2 Introduction

In this vignette, we will explore the OmopSketch functions designed to provide information about the number of counts of concepts in tables. Specifically, there are two key functions that facilitate this, summariseConceptIdCounts() and tableConceptIdCounts(). The former one creates a summary statistics results with the number of counts per each concept in the clinical table, and the latter one displays the result in a table.

2.1 Create a mock cdm

Let’s see an example of the previous functions. To start with, we will load essential packages and create a mock cdm using mockOmopSketch().

library(duckdb)
#> Loading required package: DBI
library(OmopSketch)
library(dplyr)


cdm <- mockOmopSketch()

cdm
#> 
#> ── # OMOP CDM reference (duckdb) of mockOmopSketch ─────────────────────────────
#> • omop tables: person, observation_period, cdm_source, concept, vocabulary,
#> concept_relationship, concept_synonym, concept_ancestor, drug_strength,
#> condition_occurrence, death, drug_exposure, measurement, observation,
#> procedure_occurrence, visit_occurrence, device_exposure
#> • cohort tables: -
#> • achilles tables: -
#> • other tables: -

3 Summarise concept id counts

We now use the summariseConceptIdCounts() function from the OmopSketch package to retrieve counts for each concept id and name, as well as for each source concept id and name, across the clinical tables.

summariseConceptIdCounts(cdm, omopTableName = "drug_exposure") |>
  select(group_level, variable_name, variable_level, estimate_name, estimate_value, additional_name, additional_level) |>
  glimpse()
#> Rows: 31
#> Columns: 7
#> $ group_level      <chr> "drug_exposure", "drug_exposure", "drug_exposure", "d…
#> $ variable_name    <chr> "glucagon Nasal Powder [Baqsimi]", "Sisymbrium offici…
#> $ variable_level   <chr> "1361368", "1830282", "35604883", "35604884", "374980…
#> $ estimate_name    <chr> "count_records", "count_records", "count_records", "c…
#> $ estimate_value   <chr> "100", "100", "100", "100", "100", "100", "100", "100…
#> $ additional_name  <chr> "source_concept_id", "source_concept_id", "source_con…
#> $ additional_level <chr> "0", "0", "0", "0", "0", "0", "0", "0", "0", "0", "0"…

By default, the function returns the number of records (estimate_name == "count_records") for each concept_id.

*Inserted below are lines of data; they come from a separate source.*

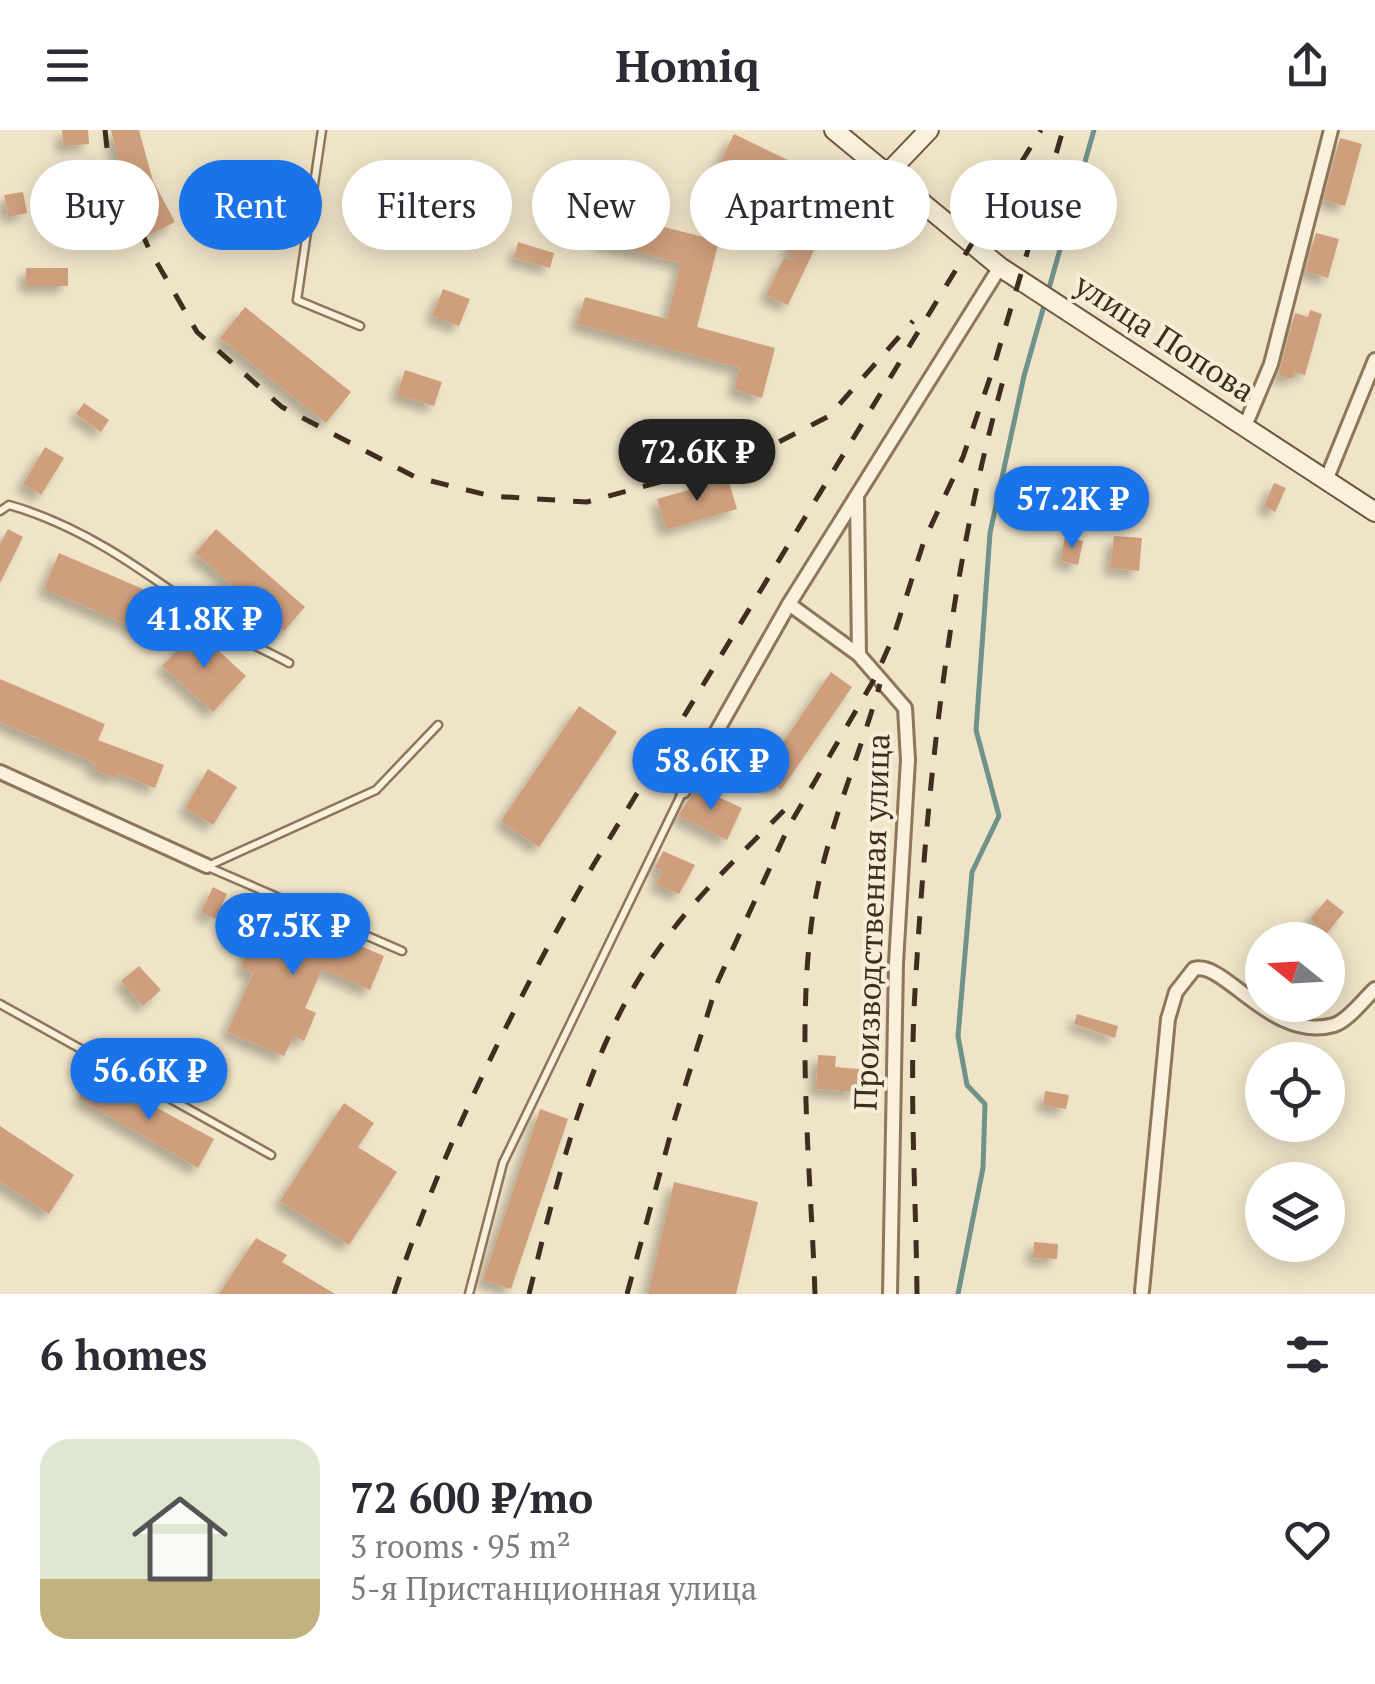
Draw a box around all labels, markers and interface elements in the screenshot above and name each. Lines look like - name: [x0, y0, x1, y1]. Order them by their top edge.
- text: Homiq: [615, 35, 760, 95]
- icon: menu: [40, 38, 95, 93]
- icon: share: [1280, 38, 1335, 93]
- chip: Buy: [30, 160, 159, 250]
- chip: Rent: [179, 160, 322, 250]
- chip: Filters: [342, 160, 512, 250]
- chip: New: [532, 160, 670, 250]
- chip: Apartment: [690, 160, 930, 250]
- chip: House: [950, 160, 1117, 250]
- street label: улица Попова: [1066, 262, 1263, 411]
- pin: 72.6K ₽: [605, 419, 789, 504]
- text: 72.6K ₽: [640, 430, 754, 472]
- pin: 57.2K ₽: [980, 466, 1164, 551]
- text: 57.2K ₽: [1016, 477, 1128, 519]
- pin: 41.8K ₽: [112, 586, 296, 671]
- text: 41.8K ₽: [147, 597, 261, 639]
- pin: 58.6K ₽: [619, 728, 803, 813]
- street label: Производственная улица: [843, 733, 899, 1111]
- text: 58.6K ₽: [654, 739, 768, 781]
- pin: 87.5K ₽: [201, 893, 385, 978]
- text: 87.5K ₽: [237, 904, 349, 946]
- north arrow: [1245, 922, 1345, 1022]
- map controls: [1245, 922, 1345, 1262]
- pin: 56.6K ₽: [57, 1038, 241, 1123]
- button: locate: [1245, 1042, 1345, 1142]
- text: 56.6K ₽: [92, 1049, 206, 1091]
- button: layers: [1245, 1162, 1345, 1262]
- text: 6 homes: [40, 1326, 207, 1382]
- icon: filters: [1280, 1327, 1335, 1382]
- text: 72 600 ₽/mo: [350, 1469, 593, 1525]
- icon: home: [120, 1479, 240, 1599]
- icon: heart: [1280, 1512, 1335, 1567]
- text: 3 rooms · 95 m²: [350, 1525, 571, 1567]
- text: 5-я Пристанционная улица: [350, 1567, 757, 1609]

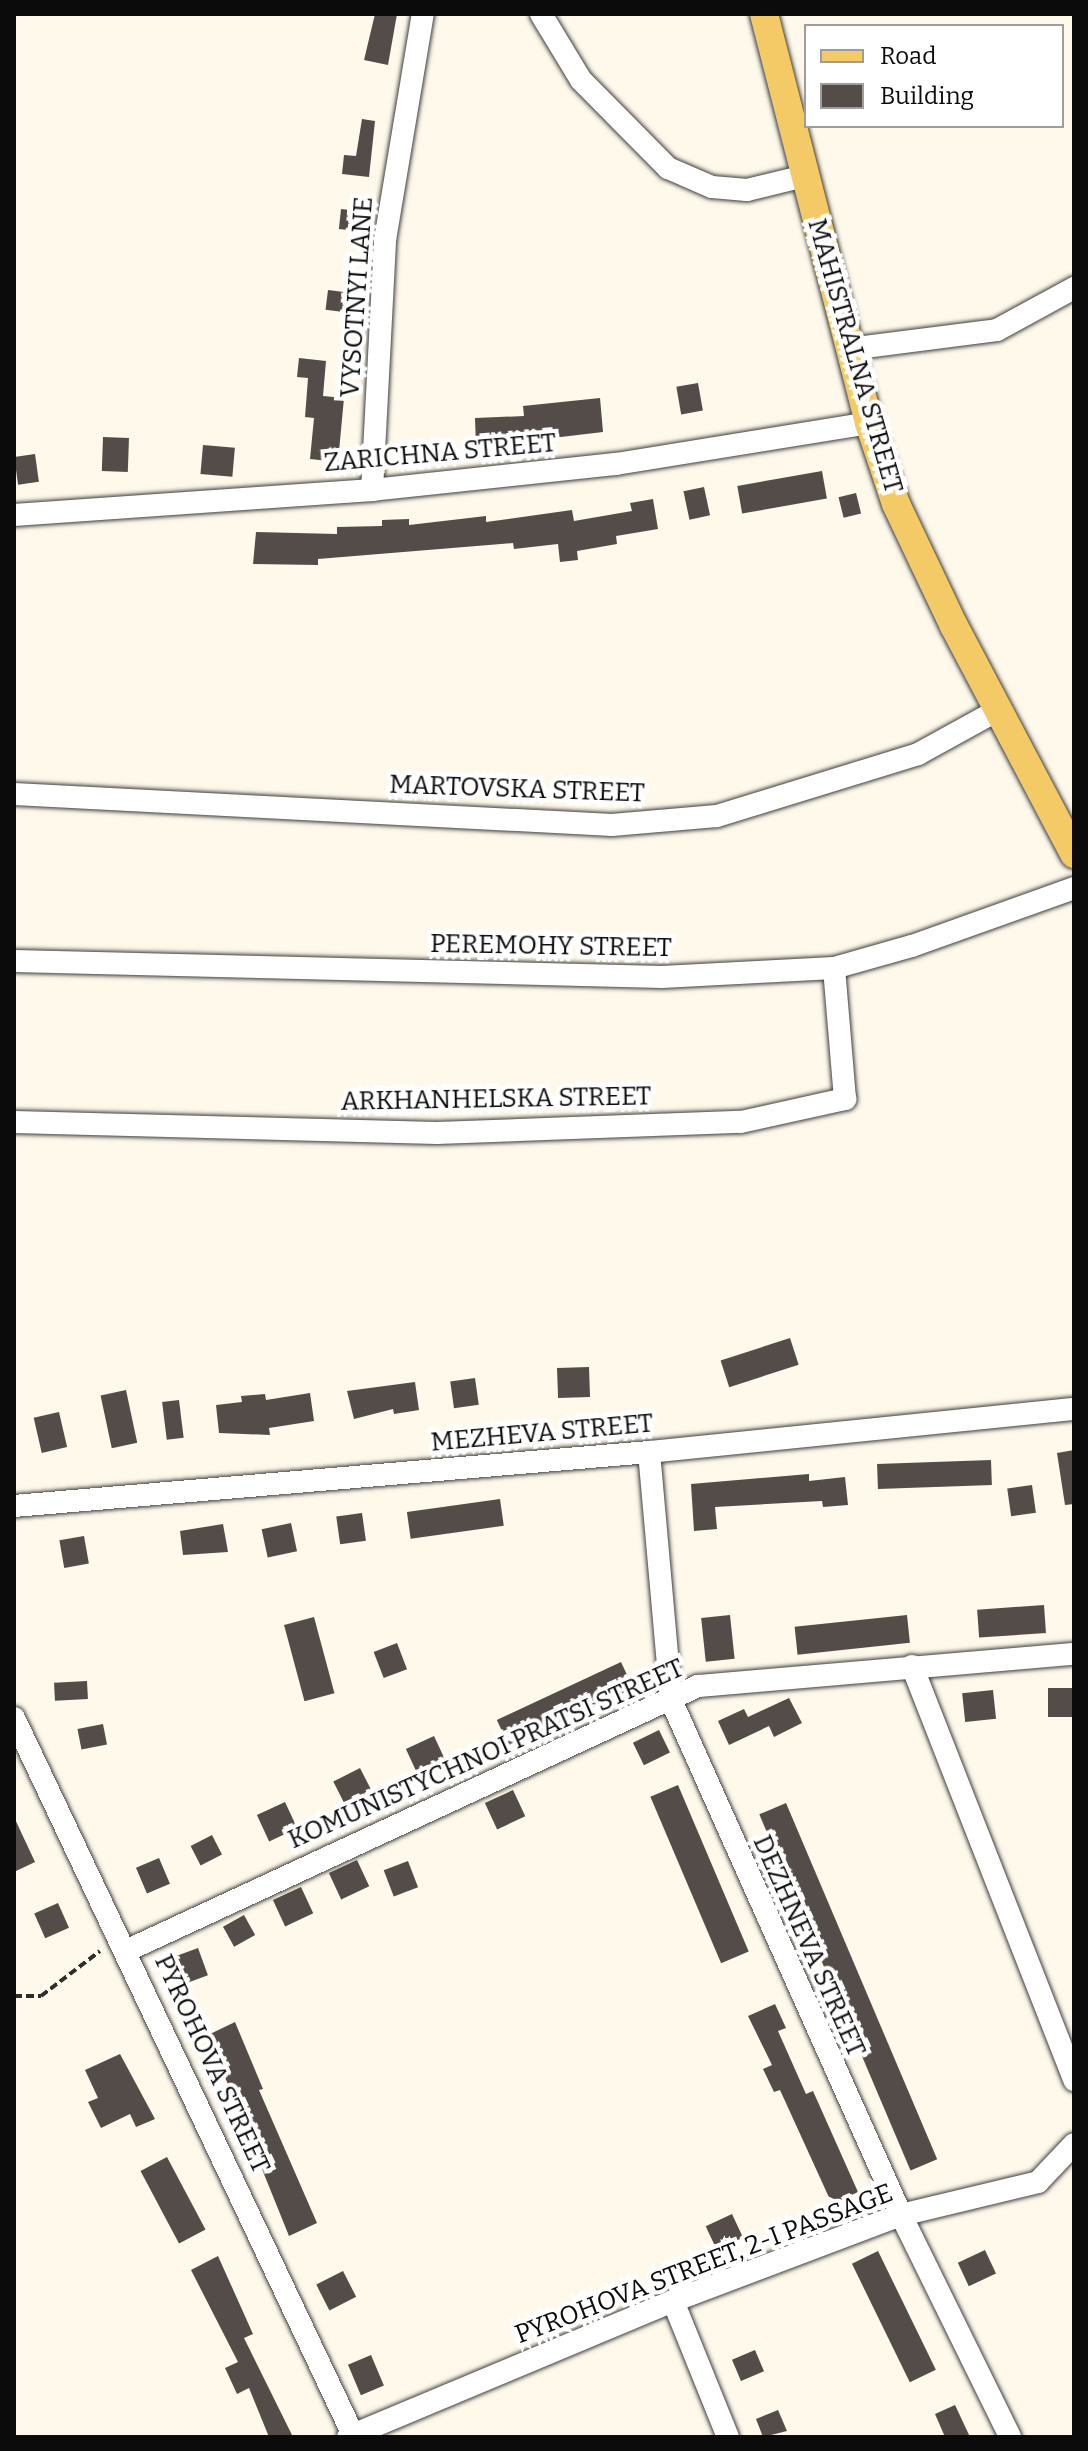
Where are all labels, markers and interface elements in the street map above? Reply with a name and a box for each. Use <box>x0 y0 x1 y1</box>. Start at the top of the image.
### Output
legend <box>804 24 1064 128</box>
text: Road <box>880 42 936 70</box>
text: Building <box>880 82 974 110</box>
street label: VYSOTNYI LANE <box>334 196 380 398</box>
street label: MAHISTRALNA STREET <box>801 215 909 497</box>
street label: ZARICHNA STREET <box>322 427 558 479</box>
street label: MARTOVSKA STREET <box>389 769 645 809</box>
street label: PEREMOHY STREET <box>430 928 672 964</box>
street label: ARKHANHELSKA STREET <box>341 1081 651 1117</box>
street label: MEZHEVA STREET <box>429 1408 655 1458</box>
street label: KOMUNISTYCHNOI PRATSI STREET <box>283 1652 689 1856</box>
street label: DEZHNEVA STREET <box>746 1830 872 2062</box>
street label: PYROHOVA STREET <box>148 1950 276 2178</box>
street label: PYROHOVA STREET, 2-I PASSAGE <box>511 2177 897 2351</box>

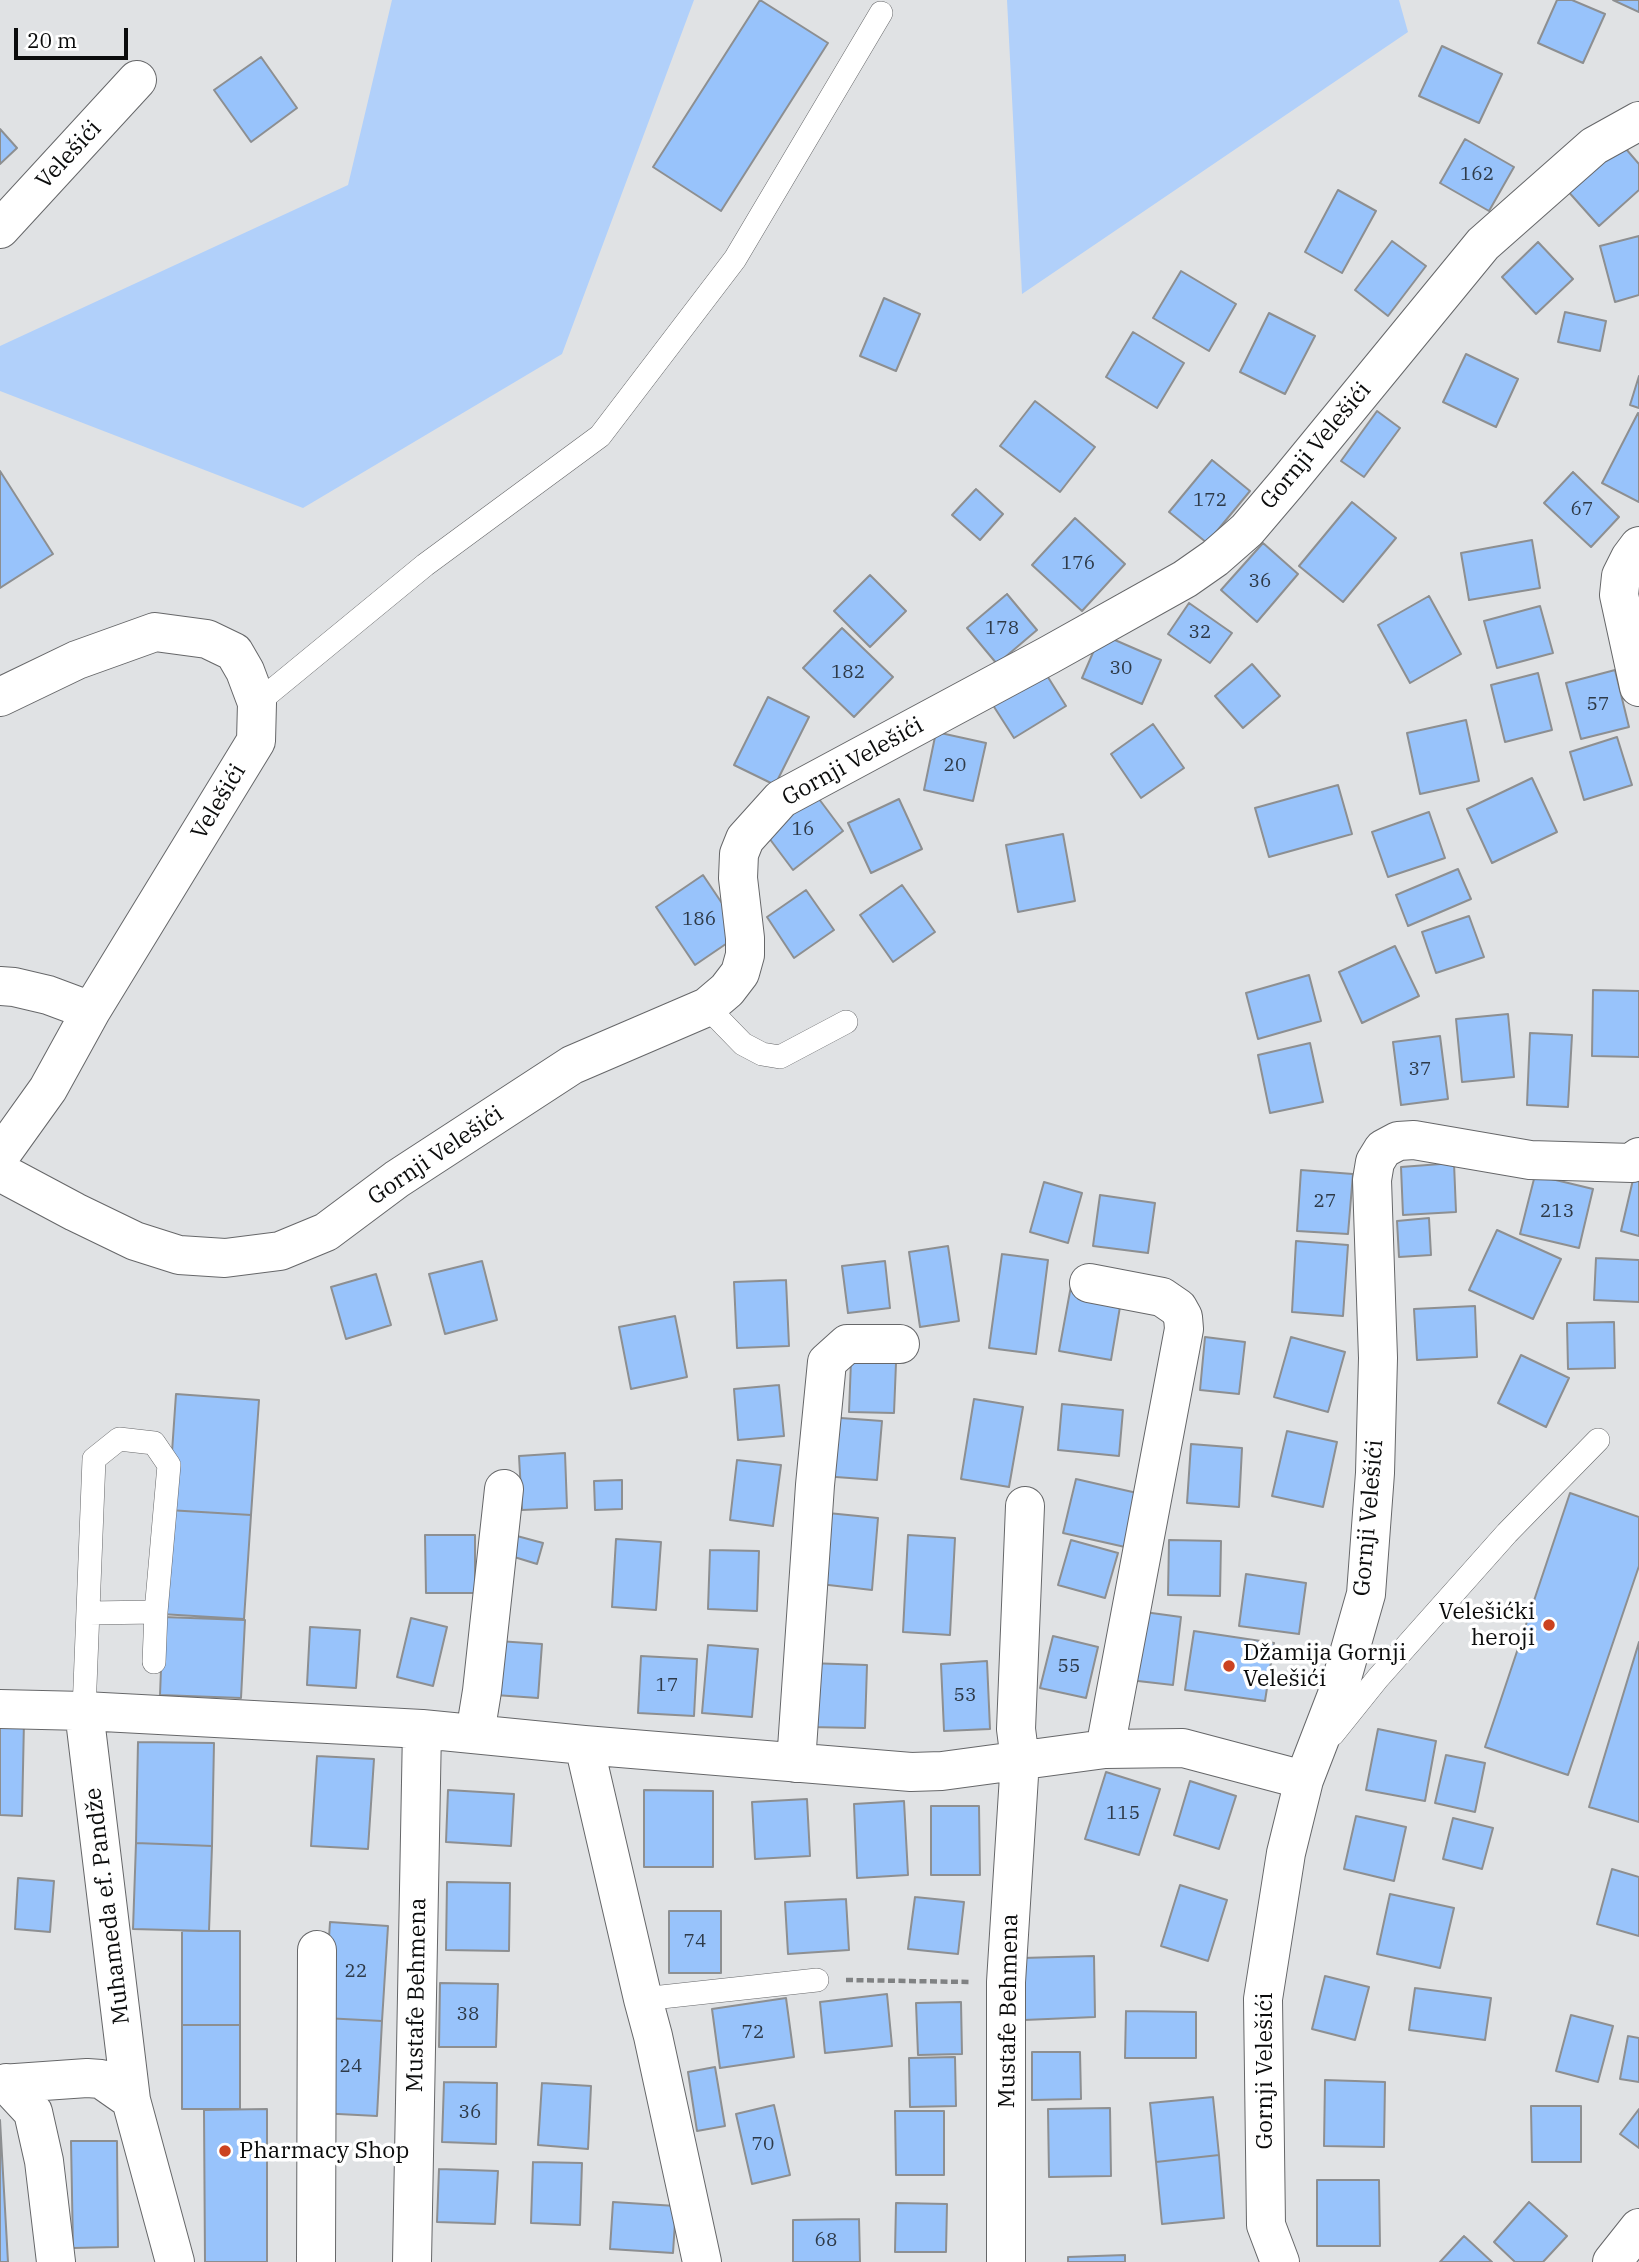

To include counts by person, you can set the countBy argument to "person" or to c("record", "person") to obtain both record and person counts.

summariseConceptIdCounts(cdm,
  omopTableName = "drug_exposure",
  countBy = c("record", "person")
) |>
  select( variable_name, estimate_name, estimate_value) 
#> # A tibble: 62 × 3
#>    variable_name                                    estimate_name estimate_value
#>    <chr>                                            <chr>         <chr>         
#>  1 glucagon Nasal Powder [Baqsimi]                  count_records 100           
#>  2 glucagon Nasal Powder [Baqsimi]                  count_subjec… 63            
#>  3 Sisymbrium officianale whole extract 10 MG Nasa… count_records 100           
#>  4 Sisymbrium officianale whole extract 10 MG Nasa… count_subjec… 63            
#>  5 sumatriptan Nasal Powder [Onzetra]               count_records 100           
#>  6 sumatriptan Nasal Powder [Onzetra]               count_subjec… 60            
#>  7 sumatriptan 11 MG Nasal Powder [Onzetra]         count_records 100           
#>  8 sumatriptan 11 MG Nasal Powder [Onzetra]         count_subjec… 59            
#>  9 Bos taurus catalase preparation                  count_records 100           
#> 10 Bos taurus catalase preparation                  count_subjec… 64            
#> # ℹ 52 more rows

Further stratification can be applied using the interval, sex, and ageGroup arguments. The interval argument supports “overall” (no time stratification), “years”, “quarters”, or “months”.

summariseConceptIdCounts(cdm,
  omopTableName = "condition_occurrence",
  countBy = "person",
  interval = "years",
  sex = TRUE,
  ageGroup = list("<=50" = c(0, 50), ">50" = c(51, Inf))
) |>
  select(group_level, strata_level, variable_name, estimate_name, additional_level) |>
  glimpse()
#> Rows: 1,289
#> Columns: 5
#> $ group_level      <chr> "condition_occurrence", "condition_occurrence", "cond…
#> $ strata_level     <chr> "overall", "overall", "overall", "overall", "overall"…
#> $ variable_name    <chr> "Manic mood", "Manic symptoms co-occurrent and due to…
#> $ estimate_name    <chr> "count_subjects", "count_subjects", "count_subjects",…
#> $ additional_level <chr> "0", "0", "0", "0", "0", "0", "0", "0", "0", "0", "0"…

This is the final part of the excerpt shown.